:: Supplied material ::
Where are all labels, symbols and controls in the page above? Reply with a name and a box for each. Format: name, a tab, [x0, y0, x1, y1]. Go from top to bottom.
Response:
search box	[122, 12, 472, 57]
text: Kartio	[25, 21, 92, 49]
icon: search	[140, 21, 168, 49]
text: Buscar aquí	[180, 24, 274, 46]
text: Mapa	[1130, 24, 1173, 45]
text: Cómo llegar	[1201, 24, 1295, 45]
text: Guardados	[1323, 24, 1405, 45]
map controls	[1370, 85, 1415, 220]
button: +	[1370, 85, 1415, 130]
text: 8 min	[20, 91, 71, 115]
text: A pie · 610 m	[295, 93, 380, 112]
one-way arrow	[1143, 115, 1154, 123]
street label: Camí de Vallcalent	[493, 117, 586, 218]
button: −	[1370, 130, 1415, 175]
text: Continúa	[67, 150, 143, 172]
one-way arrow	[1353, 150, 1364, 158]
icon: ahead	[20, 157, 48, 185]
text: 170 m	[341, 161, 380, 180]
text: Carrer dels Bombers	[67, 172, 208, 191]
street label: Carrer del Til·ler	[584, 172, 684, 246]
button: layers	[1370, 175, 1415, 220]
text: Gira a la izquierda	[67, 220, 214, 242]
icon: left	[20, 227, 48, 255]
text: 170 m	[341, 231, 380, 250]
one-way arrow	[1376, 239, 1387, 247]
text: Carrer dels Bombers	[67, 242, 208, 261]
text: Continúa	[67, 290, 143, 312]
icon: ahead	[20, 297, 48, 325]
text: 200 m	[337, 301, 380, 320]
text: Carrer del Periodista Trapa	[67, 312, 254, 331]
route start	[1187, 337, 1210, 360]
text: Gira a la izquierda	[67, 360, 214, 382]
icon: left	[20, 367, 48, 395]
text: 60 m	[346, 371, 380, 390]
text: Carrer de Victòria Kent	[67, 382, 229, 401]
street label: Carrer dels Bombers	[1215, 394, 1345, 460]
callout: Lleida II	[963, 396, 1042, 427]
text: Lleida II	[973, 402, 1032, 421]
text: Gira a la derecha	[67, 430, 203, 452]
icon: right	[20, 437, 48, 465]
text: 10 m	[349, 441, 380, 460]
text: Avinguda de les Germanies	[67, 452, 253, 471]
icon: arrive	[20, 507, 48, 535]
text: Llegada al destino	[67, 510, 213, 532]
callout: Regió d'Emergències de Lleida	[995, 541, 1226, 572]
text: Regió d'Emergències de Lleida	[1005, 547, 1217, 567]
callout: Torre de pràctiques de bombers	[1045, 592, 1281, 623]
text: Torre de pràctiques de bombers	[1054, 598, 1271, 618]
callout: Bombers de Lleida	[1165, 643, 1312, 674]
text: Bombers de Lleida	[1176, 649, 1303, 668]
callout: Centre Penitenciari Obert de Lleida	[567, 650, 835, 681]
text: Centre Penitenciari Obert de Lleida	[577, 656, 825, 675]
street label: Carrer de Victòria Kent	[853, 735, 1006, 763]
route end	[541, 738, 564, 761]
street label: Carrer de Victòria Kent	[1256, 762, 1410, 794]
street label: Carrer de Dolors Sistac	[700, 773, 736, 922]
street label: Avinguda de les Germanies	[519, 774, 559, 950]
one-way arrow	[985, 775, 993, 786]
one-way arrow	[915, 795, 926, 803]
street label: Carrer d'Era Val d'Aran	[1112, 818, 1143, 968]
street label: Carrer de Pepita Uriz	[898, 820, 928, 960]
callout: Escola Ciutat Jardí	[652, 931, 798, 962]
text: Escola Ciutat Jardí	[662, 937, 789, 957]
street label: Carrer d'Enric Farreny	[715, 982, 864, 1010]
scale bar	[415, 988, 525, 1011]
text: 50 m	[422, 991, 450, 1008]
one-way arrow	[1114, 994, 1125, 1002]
==
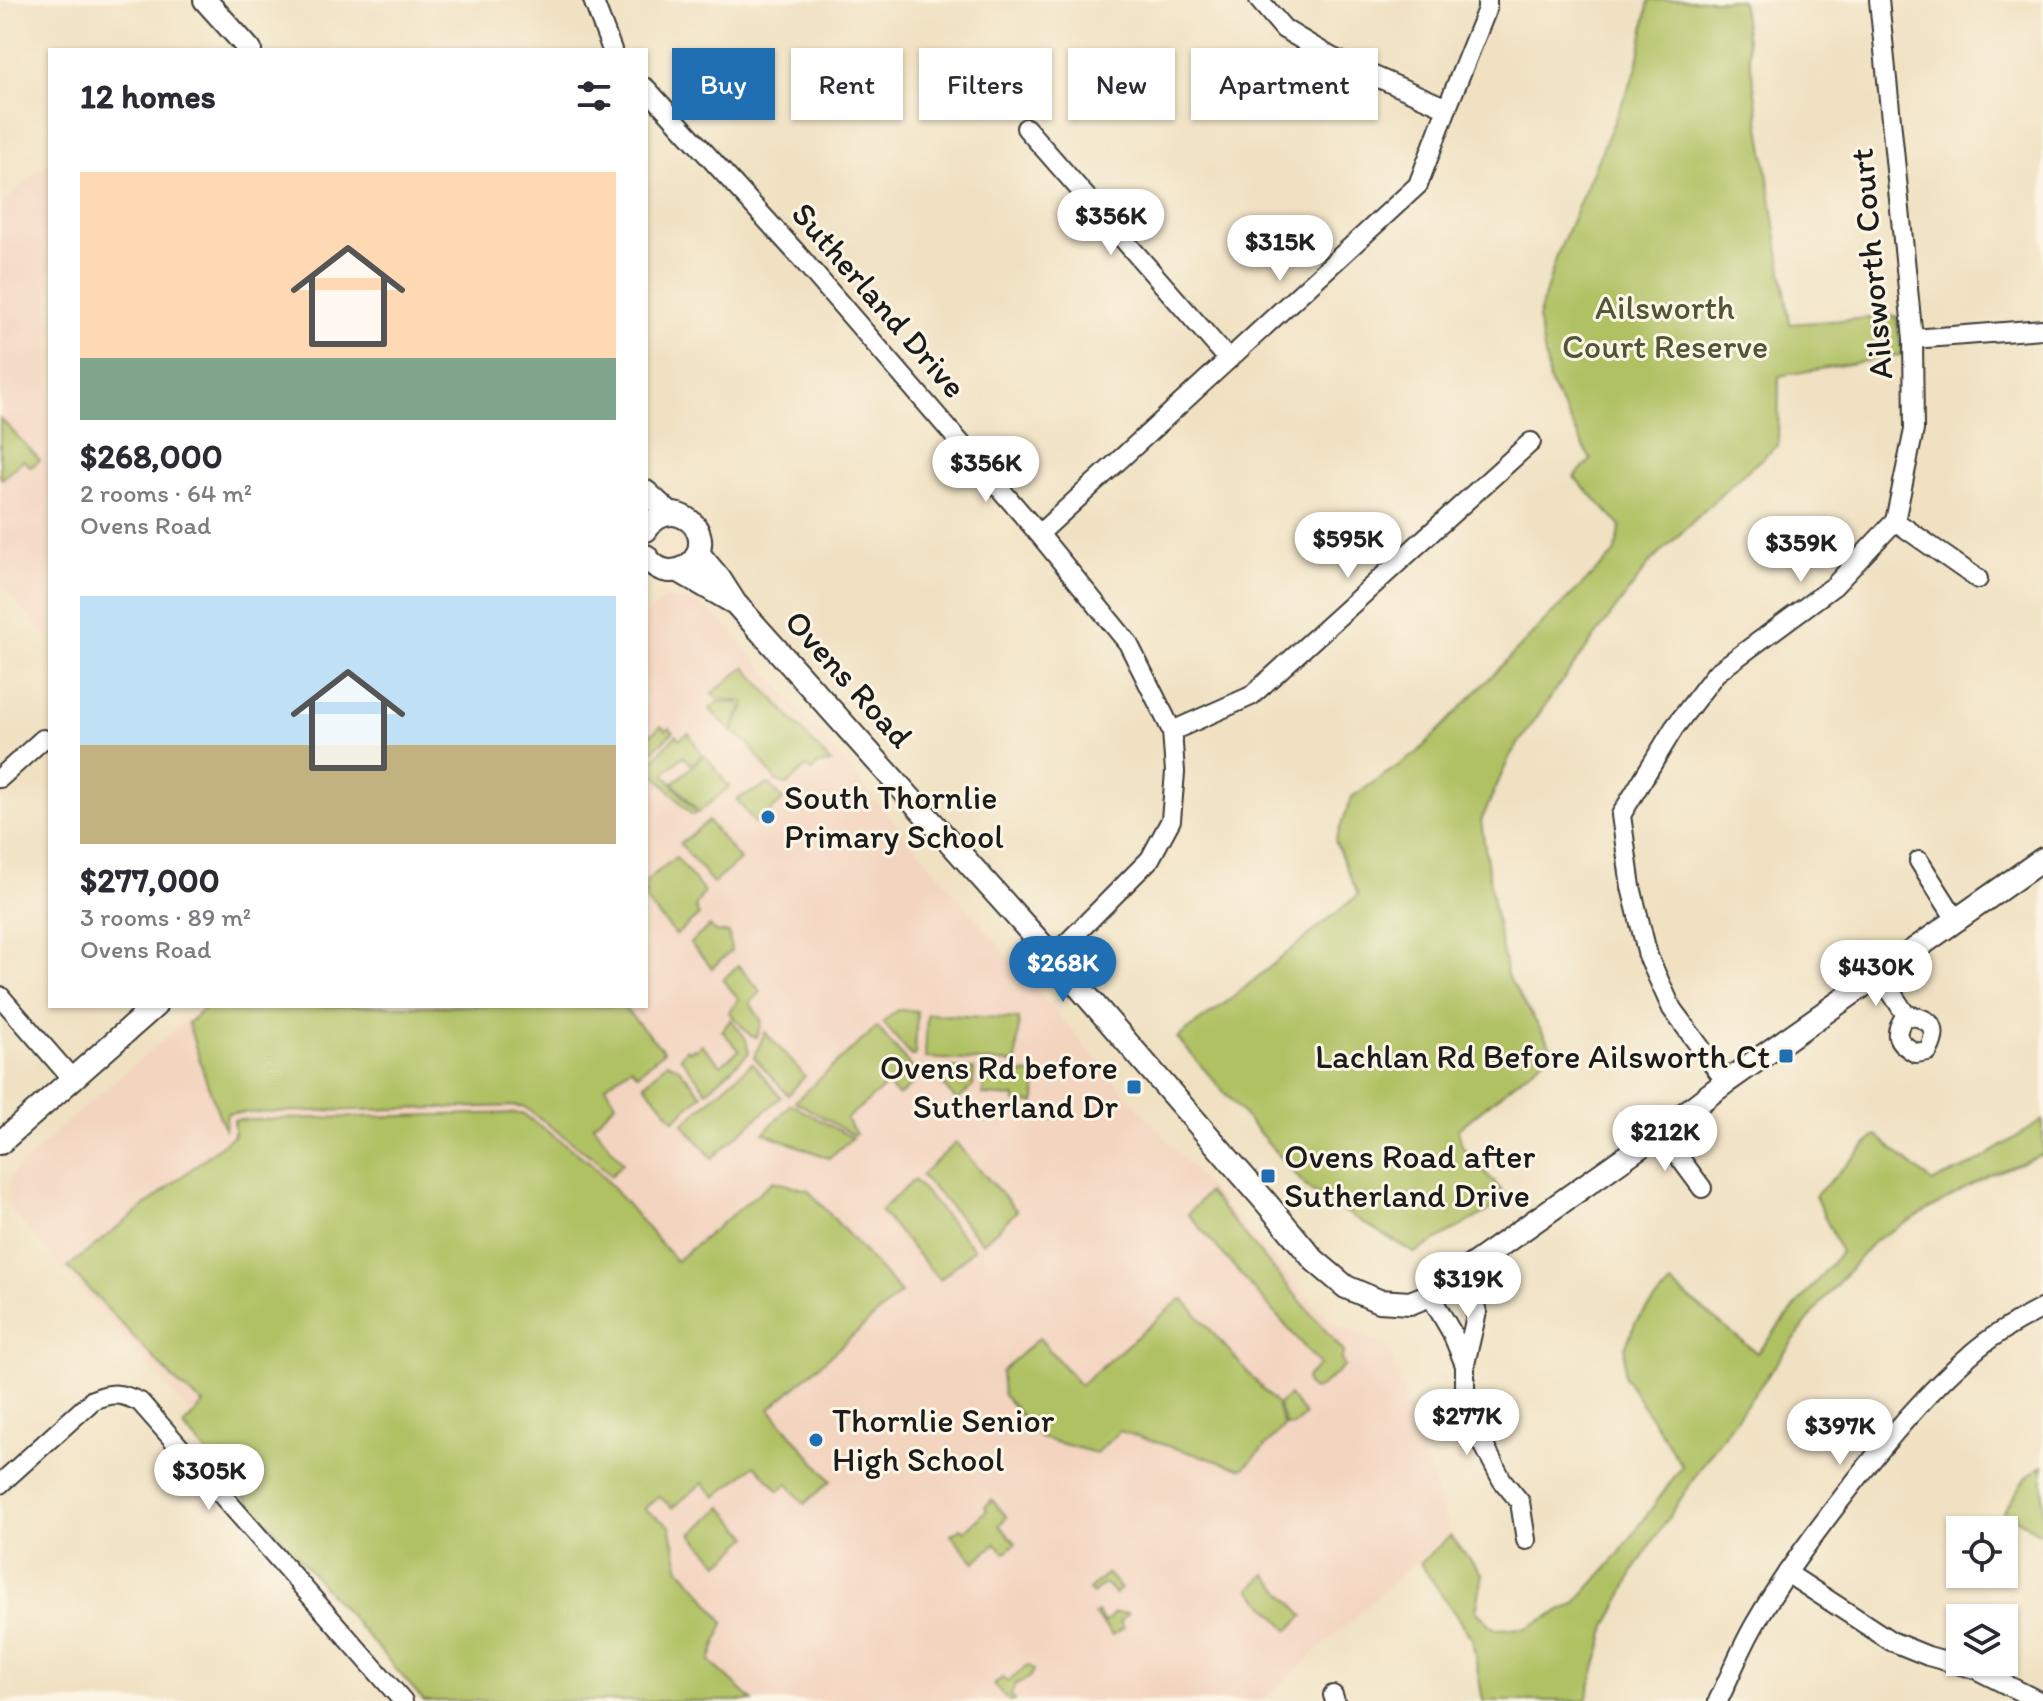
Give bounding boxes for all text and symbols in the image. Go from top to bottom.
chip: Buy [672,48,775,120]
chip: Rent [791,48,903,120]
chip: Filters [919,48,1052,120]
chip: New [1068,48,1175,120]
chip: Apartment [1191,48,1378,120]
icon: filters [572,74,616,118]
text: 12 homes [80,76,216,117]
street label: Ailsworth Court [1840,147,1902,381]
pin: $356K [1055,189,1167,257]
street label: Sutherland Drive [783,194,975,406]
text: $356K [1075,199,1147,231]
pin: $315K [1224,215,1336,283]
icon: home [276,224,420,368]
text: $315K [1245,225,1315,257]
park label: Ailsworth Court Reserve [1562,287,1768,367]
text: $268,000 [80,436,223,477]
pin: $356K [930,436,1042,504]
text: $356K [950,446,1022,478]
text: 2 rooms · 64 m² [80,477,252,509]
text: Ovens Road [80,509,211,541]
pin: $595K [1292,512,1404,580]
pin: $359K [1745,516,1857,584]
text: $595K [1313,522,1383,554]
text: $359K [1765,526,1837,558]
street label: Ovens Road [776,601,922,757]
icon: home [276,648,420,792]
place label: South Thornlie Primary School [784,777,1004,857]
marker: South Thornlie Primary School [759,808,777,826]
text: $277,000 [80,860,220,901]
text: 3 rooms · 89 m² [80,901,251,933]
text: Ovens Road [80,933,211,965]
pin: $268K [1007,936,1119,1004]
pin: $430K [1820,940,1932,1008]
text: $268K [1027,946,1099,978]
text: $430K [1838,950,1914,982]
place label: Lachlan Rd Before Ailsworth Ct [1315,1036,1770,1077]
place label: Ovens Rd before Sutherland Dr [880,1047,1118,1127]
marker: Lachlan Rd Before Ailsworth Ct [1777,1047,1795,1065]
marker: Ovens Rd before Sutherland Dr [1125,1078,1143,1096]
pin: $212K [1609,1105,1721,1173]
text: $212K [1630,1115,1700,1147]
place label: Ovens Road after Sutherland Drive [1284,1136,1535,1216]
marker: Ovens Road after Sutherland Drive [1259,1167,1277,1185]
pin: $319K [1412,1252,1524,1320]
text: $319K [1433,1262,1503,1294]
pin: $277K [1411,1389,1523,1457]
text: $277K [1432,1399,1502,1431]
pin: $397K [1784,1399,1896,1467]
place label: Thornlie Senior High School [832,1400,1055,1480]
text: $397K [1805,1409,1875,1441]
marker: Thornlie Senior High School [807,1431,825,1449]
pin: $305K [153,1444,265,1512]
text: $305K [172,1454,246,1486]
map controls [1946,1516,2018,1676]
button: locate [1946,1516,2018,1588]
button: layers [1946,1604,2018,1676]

:: Try it ::
In the data above, each line holding "left" is to be found and copied.

:: Solution for this exercise ::
icon: left	[20, 227, 48, 255]
icon: left	[20, 367, 48, 395]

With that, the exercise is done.